The best thing we did was take down our last, ugly lilac bush. We also dug a new bed in our front yard, which up until now was mostly bare dirt and moss anyway. Then we planted all the perennials that came in the mail, mulched them with last year's leaves, and now we're praying that we don't get any hard frosts, since that new growth probably isn't acclimated to cold weather. If it does get cold at night, we'll just have to throw more leaves on them and hope for the best. So far, the coneflowers and the ostrich ferns are starting to look green, and hopefully the rest of them will perk up soon.

The alpine strawberries we planted last year are already blooming, so we have high hopes for more strawberries this year. The arctic kiwi is starting to leaf out, although it appears to have suffered some die-back. Our cupid cherry is also leafing out and showed no die-back, but it looks a little sad because I pruned quite a few of its branches off. I'm trying to train it into a small tree, but it looks pretty pathetic right now. Hopefully it will look better when it grows a bit more. The hardy rosebush we planted last year looks great, with lots of leaves right to the ends of its branches. We were also pleasantly surprised to find a lily coming up that I thought had died, although it was a little disconcerting to find it with a shovel while digging a hole for something else.

It's wonderful to see so many things that we planted a year or two ago coming back and making good progress, so now we're just hoping to see some success with the plants we put in this year.

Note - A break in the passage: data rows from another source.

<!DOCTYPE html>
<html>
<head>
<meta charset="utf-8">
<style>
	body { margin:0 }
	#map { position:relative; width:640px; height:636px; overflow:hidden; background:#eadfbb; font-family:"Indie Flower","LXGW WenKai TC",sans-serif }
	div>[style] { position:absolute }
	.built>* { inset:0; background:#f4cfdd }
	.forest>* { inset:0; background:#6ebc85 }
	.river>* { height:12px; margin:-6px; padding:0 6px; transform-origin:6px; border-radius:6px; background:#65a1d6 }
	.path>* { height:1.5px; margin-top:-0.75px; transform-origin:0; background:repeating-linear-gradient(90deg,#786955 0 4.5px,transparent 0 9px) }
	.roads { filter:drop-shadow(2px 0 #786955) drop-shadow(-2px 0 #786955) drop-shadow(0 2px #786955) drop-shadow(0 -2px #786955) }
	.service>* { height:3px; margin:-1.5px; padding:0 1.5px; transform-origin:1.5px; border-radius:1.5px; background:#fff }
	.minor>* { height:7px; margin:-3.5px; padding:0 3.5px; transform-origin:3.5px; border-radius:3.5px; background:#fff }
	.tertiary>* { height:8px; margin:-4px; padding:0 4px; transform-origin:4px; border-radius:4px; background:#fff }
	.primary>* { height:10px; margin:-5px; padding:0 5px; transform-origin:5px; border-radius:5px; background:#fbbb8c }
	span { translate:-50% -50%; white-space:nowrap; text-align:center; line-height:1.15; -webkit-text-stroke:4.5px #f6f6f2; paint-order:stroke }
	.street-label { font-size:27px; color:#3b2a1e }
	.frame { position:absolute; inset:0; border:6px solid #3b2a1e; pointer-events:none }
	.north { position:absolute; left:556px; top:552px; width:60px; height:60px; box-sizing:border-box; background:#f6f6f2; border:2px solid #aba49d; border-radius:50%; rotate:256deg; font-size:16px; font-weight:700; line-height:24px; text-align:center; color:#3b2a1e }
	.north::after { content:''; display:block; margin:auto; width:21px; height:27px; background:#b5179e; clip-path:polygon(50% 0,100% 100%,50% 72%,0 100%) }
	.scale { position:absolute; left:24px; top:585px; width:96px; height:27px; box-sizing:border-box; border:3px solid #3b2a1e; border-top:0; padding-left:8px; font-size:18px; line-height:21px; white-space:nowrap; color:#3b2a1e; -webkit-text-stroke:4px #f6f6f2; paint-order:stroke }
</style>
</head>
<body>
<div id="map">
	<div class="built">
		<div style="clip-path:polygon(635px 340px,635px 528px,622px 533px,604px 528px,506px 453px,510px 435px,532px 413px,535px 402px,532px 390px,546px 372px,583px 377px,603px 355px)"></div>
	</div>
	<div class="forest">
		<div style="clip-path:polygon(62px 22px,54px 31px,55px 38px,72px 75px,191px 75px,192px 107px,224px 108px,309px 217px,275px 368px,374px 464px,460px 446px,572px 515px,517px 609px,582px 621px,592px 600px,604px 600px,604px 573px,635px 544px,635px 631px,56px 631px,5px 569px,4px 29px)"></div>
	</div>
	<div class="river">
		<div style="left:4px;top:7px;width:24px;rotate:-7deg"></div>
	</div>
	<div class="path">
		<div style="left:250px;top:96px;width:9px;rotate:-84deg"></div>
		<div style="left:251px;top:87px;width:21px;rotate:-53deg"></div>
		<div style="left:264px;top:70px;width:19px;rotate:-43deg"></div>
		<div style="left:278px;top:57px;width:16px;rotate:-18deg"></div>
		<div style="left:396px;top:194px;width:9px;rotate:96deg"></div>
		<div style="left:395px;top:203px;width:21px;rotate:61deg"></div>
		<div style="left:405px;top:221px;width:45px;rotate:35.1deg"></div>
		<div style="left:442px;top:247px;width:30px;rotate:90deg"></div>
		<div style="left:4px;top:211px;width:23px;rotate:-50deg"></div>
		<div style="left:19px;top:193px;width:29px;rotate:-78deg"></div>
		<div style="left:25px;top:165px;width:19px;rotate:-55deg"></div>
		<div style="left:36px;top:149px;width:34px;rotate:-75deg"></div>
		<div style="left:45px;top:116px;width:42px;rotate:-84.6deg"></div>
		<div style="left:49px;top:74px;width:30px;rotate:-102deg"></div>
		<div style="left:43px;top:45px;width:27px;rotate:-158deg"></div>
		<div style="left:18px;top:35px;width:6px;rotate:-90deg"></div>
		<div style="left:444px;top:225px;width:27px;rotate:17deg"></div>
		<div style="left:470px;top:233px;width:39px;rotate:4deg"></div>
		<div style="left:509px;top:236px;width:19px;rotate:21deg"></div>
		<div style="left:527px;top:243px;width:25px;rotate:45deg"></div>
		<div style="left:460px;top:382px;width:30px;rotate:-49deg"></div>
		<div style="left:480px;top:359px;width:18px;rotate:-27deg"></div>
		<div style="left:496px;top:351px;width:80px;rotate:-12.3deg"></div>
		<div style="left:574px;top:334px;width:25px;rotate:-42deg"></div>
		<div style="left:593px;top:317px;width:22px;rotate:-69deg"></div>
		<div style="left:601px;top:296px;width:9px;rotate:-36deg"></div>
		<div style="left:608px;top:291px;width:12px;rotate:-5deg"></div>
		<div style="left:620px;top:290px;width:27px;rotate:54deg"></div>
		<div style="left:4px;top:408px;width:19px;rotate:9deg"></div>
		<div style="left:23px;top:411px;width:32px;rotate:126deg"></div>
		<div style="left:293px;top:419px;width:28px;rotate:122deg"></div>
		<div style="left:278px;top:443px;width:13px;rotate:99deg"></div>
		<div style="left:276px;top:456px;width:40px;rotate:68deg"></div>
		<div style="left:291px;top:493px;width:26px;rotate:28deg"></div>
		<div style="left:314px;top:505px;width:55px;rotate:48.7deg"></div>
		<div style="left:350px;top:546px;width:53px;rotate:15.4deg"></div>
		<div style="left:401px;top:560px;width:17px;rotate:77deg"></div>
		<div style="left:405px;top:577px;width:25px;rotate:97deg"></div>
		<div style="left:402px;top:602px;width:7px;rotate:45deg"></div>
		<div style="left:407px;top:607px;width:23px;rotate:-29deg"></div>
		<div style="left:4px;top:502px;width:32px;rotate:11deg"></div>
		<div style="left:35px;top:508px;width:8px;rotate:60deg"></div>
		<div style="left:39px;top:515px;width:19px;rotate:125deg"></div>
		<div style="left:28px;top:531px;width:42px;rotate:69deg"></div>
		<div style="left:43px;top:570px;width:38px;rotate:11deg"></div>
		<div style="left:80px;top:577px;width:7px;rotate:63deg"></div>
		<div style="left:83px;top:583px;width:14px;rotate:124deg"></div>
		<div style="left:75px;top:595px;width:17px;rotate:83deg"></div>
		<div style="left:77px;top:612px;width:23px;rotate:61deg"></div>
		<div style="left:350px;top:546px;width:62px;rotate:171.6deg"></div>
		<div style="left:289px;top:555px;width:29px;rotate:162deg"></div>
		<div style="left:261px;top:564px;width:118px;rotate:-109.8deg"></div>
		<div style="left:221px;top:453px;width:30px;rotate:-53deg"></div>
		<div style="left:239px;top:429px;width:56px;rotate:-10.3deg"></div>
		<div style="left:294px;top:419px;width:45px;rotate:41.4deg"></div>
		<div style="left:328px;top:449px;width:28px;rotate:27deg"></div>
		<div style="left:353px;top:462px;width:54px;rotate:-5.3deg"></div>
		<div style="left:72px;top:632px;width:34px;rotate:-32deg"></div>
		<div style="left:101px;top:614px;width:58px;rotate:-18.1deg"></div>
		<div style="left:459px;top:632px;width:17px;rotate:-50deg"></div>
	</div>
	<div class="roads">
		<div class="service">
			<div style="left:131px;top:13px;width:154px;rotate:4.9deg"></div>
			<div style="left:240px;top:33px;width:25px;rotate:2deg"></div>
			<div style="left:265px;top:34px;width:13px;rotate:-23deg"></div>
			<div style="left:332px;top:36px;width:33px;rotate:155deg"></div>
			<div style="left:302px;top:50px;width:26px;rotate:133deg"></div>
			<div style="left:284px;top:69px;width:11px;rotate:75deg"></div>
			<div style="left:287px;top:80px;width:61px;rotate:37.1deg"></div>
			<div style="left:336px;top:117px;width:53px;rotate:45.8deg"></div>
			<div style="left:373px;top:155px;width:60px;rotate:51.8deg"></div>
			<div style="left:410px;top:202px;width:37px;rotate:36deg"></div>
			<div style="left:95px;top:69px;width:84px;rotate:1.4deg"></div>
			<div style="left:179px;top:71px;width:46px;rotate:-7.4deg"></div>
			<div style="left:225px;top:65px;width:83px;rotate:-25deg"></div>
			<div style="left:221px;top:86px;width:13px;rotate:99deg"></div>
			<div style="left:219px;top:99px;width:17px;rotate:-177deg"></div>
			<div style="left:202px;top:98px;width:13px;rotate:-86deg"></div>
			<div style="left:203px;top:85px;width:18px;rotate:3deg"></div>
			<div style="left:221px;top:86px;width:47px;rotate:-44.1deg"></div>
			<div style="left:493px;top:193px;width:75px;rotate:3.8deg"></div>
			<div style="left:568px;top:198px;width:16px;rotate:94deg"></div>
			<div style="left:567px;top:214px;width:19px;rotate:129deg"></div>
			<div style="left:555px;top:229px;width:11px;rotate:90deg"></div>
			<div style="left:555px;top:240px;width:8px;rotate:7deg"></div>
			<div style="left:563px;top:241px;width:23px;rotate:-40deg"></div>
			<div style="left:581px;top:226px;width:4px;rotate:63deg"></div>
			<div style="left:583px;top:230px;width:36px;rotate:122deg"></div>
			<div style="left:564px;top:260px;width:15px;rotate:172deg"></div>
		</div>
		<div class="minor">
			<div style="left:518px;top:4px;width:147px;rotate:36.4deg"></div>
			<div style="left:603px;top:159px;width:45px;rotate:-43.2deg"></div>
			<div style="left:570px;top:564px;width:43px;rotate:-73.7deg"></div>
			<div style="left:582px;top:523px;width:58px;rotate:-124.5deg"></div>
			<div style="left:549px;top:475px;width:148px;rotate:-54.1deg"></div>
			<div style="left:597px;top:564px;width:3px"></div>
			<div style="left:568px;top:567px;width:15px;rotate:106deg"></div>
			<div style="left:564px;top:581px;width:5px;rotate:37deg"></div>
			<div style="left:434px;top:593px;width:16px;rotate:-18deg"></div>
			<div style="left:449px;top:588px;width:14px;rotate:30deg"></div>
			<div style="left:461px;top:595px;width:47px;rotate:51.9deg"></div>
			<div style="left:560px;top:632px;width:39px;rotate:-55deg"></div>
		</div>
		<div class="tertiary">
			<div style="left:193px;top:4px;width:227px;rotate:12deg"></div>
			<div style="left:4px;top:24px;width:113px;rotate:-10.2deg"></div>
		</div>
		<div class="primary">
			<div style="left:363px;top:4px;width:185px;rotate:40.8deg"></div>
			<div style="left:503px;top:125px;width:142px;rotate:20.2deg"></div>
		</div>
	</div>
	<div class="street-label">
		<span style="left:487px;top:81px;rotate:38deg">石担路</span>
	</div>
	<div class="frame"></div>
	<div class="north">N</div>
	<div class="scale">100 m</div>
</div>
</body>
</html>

  1. I have found plenty of plants with a shovel while not really looking for them. I killed quite a few of those as well. Some like the abuse; lilies fall in that category - except Stargazers. They are fusspots.

  2. Hi Cassandra,

    Well, if they were field-grown plants, then maybe our little blizzard will just slow them down a bit and give them lots of water once it melts. I got a bunch of divisions from a friend on Sunday and industriously put them in the ground as soon as I got home (along with a couple of herbs that I picked up at a greenhouse along the way). Now I can't even see where they are, it is all white. Some of the tulips melted out today and still seem to be alive, so I guess we will see.